Dalam surat penolakan dari Kantor Dalam Negeri Inggris (UK's Home Office), laki-laki Iran itu diberitahu bahwa bagian-bagian Alkitab itu "tidak konsisten" dengan klaimnya yang membuatnya beralih menjadi Kristen, setelah dia menemukan bahwa itu agama "penuh damai." Surat itu mengutip beberapa kutipan Alkitab termasuk dari Keluaran, Imamat dan Injil Mateus sebagai bukti bahwa Alkitab itu kejam. Dikatakan bahwa Kitab Wahyu itu "penuh dengan gambaran balas dendam, kerusakan, kematian dan kekerasan." Surat penolakan itu menyimpulkan: "Contoh-contoh ini tidak konsisten dengan klaim anda bahwa anda beralih menjadi Kristen setelah menemukan bahwa itu agama 'penuh damai', yang berbeda dari Islam yang berisi kekerasan, kemarahan dan balas dendam."
Dalam kasus kedua, pencari suaka perempuan Iran secara sarkastik diberitahu dalam surat penolakannya. Katanya, "anda tegaskan dalam Catatan Wawancara Pengajuan Suaka (AIR) Anda bahwa Yesus itu penyelamatmu. Tetapi, kemudian anda katakan bahwa Dia tidak dapat menyelamatkan anda dari Rezim Iran. Oleh karena itu dianggap bahwa anda tidak yakin dengan iman anda dan keyakinan anda pada Yesus itu setengah hati. " Ketika membahas pengalamannya, wanita itu mengatakan: "Ketika berada di Iran saya masuk Kristen. Situasi pun berubah. Pemerintah [sic] mengejar-ngejar saya. Dan, saya harus melarikan diri dari Iran....Di negara saya jika orang pindah menjadi Kristen, maka hukuman mereka adalah mati atau hukuman mati." Mengenai proses permohonan suaka, dikatakannya bahwa setiap kali dia menanggapi pewawancaranya dari Kantor Kementerian Dalam Negeri Inggris, "dia (baca: si pewawancara) tertawa kecil. Atau mungkin hanya mengejek ketika dia berbicara dengan saya .... Dia bertanya kepada saya mengapa Yesus tidak membantu anda dari rezim Iran atau otoritas Iran. "

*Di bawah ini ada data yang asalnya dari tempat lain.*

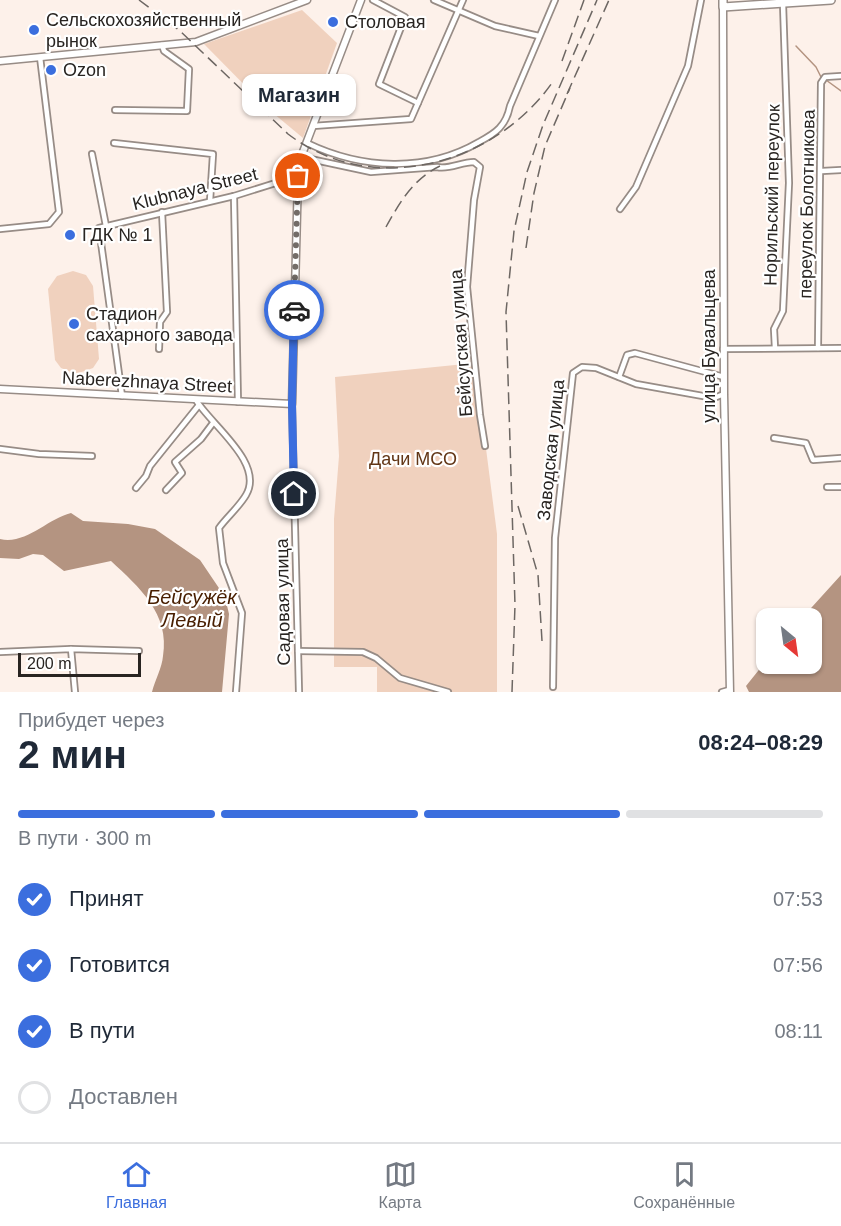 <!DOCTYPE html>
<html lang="ru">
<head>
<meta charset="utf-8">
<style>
  :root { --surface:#fff; --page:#f6f6f7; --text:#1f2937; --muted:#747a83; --line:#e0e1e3; --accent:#3b6ede }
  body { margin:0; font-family:Helvetica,sans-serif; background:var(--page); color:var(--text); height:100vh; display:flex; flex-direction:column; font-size:22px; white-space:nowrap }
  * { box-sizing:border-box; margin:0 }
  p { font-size:20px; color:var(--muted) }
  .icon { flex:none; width:33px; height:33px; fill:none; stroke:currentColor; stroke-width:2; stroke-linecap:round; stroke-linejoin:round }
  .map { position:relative; height:692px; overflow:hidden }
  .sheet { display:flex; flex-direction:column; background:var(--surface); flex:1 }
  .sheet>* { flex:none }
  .needle { width:39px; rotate:151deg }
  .tools { position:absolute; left:756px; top:608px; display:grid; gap:12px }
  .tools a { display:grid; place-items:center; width:66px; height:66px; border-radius:12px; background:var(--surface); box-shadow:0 2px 4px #0004; font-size:30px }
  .scale { position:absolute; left:18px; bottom:15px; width:123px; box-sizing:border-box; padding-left:6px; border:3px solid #282421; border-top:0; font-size:16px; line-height:21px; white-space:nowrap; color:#282421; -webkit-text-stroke:4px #fff; paint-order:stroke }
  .pin { position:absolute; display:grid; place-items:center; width:51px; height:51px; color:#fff; margin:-26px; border:3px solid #fff; border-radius:50%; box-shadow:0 2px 6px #0007 }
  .courier { position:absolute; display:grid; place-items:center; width:60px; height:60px; margin:-30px; border:4px solid #3b6ede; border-radius:50%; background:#fff; color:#222; box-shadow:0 2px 8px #0007 }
  .bubble { position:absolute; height:42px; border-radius:12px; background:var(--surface); box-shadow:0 2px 4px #0004; font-size:20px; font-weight:600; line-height:42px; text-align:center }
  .head em { font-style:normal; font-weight:600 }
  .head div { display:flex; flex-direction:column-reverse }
  .head { display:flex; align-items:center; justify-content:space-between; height:102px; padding:0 18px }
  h1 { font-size:39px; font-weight:600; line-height:45px }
  .bar { display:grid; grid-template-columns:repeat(4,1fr); gap:9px 6px; align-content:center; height:72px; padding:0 18px }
  .bar i { height:8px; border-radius:4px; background:var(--line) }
  .bar .active { background:var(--accent) }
  .bar p { grid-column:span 4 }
  ol { padding:0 18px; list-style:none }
  li { display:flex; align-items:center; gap:18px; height:66px }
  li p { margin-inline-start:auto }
  li .icon { padding:6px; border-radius:50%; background:var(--accent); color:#fff; stroke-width:4 }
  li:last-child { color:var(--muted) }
  li i { width:33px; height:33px; border:3px solid var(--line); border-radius:50% }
  .menu { display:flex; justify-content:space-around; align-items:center; height:84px; border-top:2px solid var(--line); background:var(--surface); font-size:16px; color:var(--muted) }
  .menu a { display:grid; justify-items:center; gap:3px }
  .menu .active { color:var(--accent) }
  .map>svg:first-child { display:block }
  .green { fill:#f0d1be }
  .water { fill:#b49481 }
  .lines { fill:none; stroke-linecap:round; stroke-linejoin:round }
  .stream { stroke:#b49481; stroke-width:1.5 }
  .minor-casing { stroke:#978c86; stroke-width:8 }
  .tertiary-casing { stroke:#978c86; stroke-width:9 }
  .secondary-casing { stroke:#978c86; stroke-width:10 }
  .minor { stroke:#fff; stroke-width:4.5 }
  .tertiary { stroke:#fff; stroke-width:6 }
  .secondary { stroke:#fff; stroke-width:7 }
  .rail { stroke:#6d6763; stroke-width:1.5; stroke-dasharray:12 6; stroke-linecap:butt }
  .done { stroke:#736c67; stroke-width:6; stroke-dasharray:0 10.8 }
  .route { stroke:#3b6ede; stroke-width:8 }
  .poi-dot { fill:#3b6ede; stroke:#fff; stroke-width:2 }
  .labels { text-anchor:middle; stroke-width:4.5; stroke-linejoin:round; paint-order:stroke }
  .poi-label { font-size:18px; fill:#282421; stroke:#fff; text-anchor:start }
  .street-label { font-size:18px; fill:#282421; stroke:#fff }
  .park-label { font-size:18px; fill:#623616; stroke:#fff }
  .water-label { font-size:20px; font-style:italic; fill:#481e00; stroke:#fff }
</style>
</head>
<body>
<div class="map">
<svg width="841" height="692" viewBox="0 0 841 692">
  <rect width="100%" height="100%" fill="#fdf1ea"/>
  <g class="green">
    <path d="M 302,10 L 337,43 L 303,138 L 267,108 L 204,44 Z"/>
    <path d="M 73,271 L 86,275 L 93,286 L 99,359 L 93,368 L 76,374 L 61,368 L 55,360 L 48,289 L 57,276 Z"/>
    <path d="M 475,363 L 497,534 L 497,692 L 377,692 L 377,667 L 334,667 L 334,519 L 339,456 L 335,377 Z"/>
  </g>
  <g class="water">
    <path d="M 71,513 L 83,521 L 128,524 L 155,529 L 200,560 L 225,597 L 229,614 L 222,692 L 152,692 C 155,680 162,668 163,656 C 170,614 139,587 111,561 L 64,571 L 43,555 L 33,554 L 19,559 L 0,558 L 0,539 C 26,545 47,519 71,513 Z"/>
    <path d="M 841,575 L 841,692 L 749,692 L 746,686 L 766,661 L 812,663 L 812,618 L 802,618 Z"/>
  </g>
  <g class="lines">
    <g class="stream">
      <path d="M 796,46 L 816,67 L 821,77"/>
      <path d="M 826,80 L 841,91"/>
    </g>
    <defs>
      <g id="minor">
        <path d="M 373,0 L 405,17 L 379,84 L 418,103"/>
        <path d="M 434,0 L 495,26 L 539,36"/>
        <path d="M 115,110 L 187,111 L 189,69 L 164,51 L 162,45"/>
        <path d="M 313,126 L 411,119 L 463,0"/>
        <path d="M 114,143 L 213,154 L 210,201"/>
        <path d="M 307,143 C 361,169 426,173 479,142 C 496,133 506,126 510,106 L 555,0"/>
        <path d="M 92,154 L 106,226"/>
        <path d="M 301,157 L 371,172 L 437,167 C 449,170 461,162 474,162 L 480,167 L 474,200 L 467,287 L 480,415 L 485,446"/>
        <path d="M 822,171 L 841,170"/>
        <path d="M 234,196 L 238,402"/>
        <path d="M 620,209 L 636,187 L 688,66 L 701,0"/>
        <path d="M 0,229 L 49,224 L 59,212 L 40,57"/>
        <path d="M 775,348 L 774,329 L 783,311 L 789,183 L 783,4"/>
        <path d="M 818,348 L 821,83 L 825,77 L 841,76"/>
        <path d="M 159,349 L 160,322 L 167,312 L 162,212"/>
        <path d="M 723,349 L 841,348"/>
        <path d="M 619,377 L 627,355 L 635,353 L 724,377"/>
        <path d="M 122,396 L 99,228 L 234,196 L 298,176"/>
        <path d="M 196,400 C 210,424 265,463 246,495 C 239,507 227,517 219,528 L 223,563 L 242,613 L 236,692"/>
        <path d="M 292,404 L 299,692"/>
        <path d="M 774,438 L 806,443 L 813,460 L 841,458"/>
        <path d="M 0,449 L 39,454 L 92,456"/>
        <path d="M 827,487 L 841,487"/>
        <path d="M 136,488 L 146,476 L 150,466 L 199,405"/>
        <path d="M 166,490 L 182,473 L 175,462 L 201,439 L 213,423"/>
        <path d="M 71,649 L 75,692"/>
        <path d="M 298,651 L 363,652 L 376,658 L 400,678 L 448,692"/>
        <path d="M 0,652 L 71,649 L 139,651"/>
        <path d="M 553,687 L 555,538 L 573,373 L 582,367 L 596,368 L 636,384 L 714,398 L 724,394"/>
        <path d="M 722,692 L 729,690"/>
      </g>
      <g id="tertiary">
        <path d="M 723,7 L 724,394 L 730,692"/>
        <path d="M 0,61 L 196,42 L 307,0"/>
        <path d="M 0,389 L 292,404 L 298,176 L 301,157 L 361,0"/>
      </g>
      <path id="secondary" d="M 723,0 L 723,7 L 831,0"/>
    </defs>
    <use href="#minor" class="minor-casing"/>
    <use href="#tertiary" class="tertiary-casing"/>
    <use href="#secondary" class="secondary-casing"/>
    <use href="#minor" class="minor"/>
    <use href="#tertiary" class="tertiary"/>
    <use href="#secondary" class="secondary"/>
    <g class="rail">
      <path d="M 139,0 L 179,30 L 288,134 C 372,198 493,166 552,83"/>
      <path d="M 562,61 L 584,0"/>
      <path d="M 567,94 L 609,0"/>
      <path d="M 386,227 C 400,202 413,179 440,166"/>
      <path d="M 526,248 L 534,193 L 545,146 L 570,88"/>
      <path d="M 518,506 L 538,575 L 542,641"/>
      <path d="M 512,692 L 515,605 L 506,312 L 514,231 L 527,172 L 543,125 L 597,0"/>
    </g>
  </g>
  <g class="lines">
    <path class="done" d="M 294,310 L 298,176"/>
    <path class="route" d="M 294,494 L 292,404 L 294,310"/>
  </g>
  <g class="poi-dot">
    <circle cx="333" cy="22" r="6"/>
    <circle cx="34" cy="30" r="6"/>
    <circle cx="51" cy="70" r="6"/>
    <circle cx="70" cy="235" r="6"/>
    <circle cx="74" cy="324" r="6"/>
  </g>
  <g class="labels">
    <g class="poi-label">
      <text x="46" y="26">Сельскохозяйственный<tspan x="46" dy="21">рынок</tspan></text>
      <text x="345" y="28">Столовая</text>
      <text x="63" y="76">Ozon</text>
      <text x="82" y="241">ГДК № 1</text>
      <text x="86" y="320">Стадион<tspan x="86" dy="21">сахарного завода</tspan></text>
    </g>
    <g class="street-label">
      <text transform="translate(195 189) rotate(-14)" y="6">Klubnaya Street</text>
      <text transform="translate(772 195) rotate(-89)" y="6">Норильский переулок</text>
      <text transform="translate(807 204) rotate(-89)" y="6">переулок Болотникова</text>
      <text transform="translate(461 343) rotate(-94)" y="6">Бейсугская улица</text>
      <text transform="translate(709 346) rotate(-90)" y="6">улица Бувальцева</text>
      <text transform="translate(147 382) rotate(3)" y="6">Naberezhnaya Street</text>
      <text transform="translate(551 450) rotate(-84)" y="6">Заводская улица</text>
      <text transform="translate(283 602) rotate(-91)" y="6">Садовая улица</text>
    </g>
    <g class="park-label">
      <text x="413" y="465">Дачи МСО</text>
    </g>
    <g class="water-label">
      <text x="192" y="604">Бейсужёк<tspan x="192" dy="23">Левый</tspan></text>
    </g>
  </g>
</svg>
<div class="tools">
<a><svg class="needle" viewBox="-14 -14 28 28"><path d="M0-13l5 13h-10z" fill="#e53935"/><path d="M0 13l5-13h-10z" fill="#747a83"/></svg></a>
</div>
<div class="scale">200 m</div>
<div class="pin" style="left:298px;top:176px;background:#ea580c"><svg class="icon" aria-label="bag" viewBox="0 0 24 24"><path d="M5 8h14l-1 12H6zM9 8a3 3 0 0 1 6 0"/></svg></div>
<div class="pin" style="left:294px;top:494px;background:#1f2937"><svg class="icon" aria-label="home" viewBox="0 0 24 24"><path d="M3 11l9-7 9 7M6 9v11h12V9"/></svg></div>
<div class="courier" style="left:294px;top:310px"><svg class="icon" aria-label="car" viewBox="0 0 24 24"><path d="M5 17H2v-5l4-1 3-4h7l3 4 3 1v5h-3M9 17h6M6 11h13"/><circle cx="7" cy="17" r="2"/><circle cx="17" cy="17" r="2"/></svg></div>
<div class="bubble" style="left:242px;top:74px;width:114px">Магазин</div>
</div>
<section class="sheet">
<div class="head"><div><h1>2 мин</h1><p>Прибудет через</p></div><em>08:24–08:29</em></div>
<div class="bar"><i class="active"></i><i class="active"></i><i class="active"></i><i></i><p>В пути · 300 m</p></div>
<ol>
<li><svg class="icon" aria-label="check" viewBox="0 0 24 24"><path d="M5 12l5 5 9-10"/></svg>Принят<p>07:53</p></li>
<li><svg class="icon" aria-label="check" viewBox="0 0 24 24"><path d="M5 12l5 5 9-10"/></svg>Готовится<p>07:56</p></li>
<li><svg class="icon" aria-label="check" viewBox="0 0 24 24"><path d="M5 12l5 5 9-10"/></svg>В пути<p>08:11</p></li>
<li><i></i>Доставлен</li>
</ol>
</section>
<nav class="menu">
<a class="active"><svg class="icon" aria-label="home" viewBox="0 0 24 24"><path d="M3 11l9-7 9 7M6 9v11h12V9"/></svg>Главная</a>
<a><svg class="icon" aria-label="map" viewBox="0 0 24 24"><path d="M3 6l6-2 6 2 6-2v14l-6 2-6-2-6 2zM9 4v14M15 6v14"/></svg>Карта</a>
<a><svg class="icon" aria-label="saved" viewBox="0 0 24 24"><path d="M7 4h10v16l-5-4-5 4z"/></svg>Сохранённые</a>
</nav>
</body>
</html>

Dua kasus yang baru-baru ini diekspos tampaknya merupakan gejala sikap bias dari Kantor Departemen Dalam Negeri Inggris (Home Office) terhadap orang Kristen (lebih lengkap soal itu didokumentasikan di sini).
***
Raymond Ibrahim, pengarang buku baru, Sword and Scimitar, Fourteen Centuries of War between Islam and the West (Pedang dan Badik, Empatbelas Abad Perang Antara Islam dan Barat). Ia adalah Distinguished Senior Fellow di Gatestone Institute dan di the Middle East Forum.
Tentang Seri Ini
Memang tidak semua, atau bahkan tidak bisa dikatakan sebagian besar, kaum Muslim terlibat namun penganiayaan terhadap umat Kristen terus meningkat. Seri "Kaum Muslim Menganiaya Umat Kristen" dikembangkan untuk mengumpukan berbagai contoh aksi penganiayaan yang mengemuka setiap bulan walaupun tentu saja tidak semua.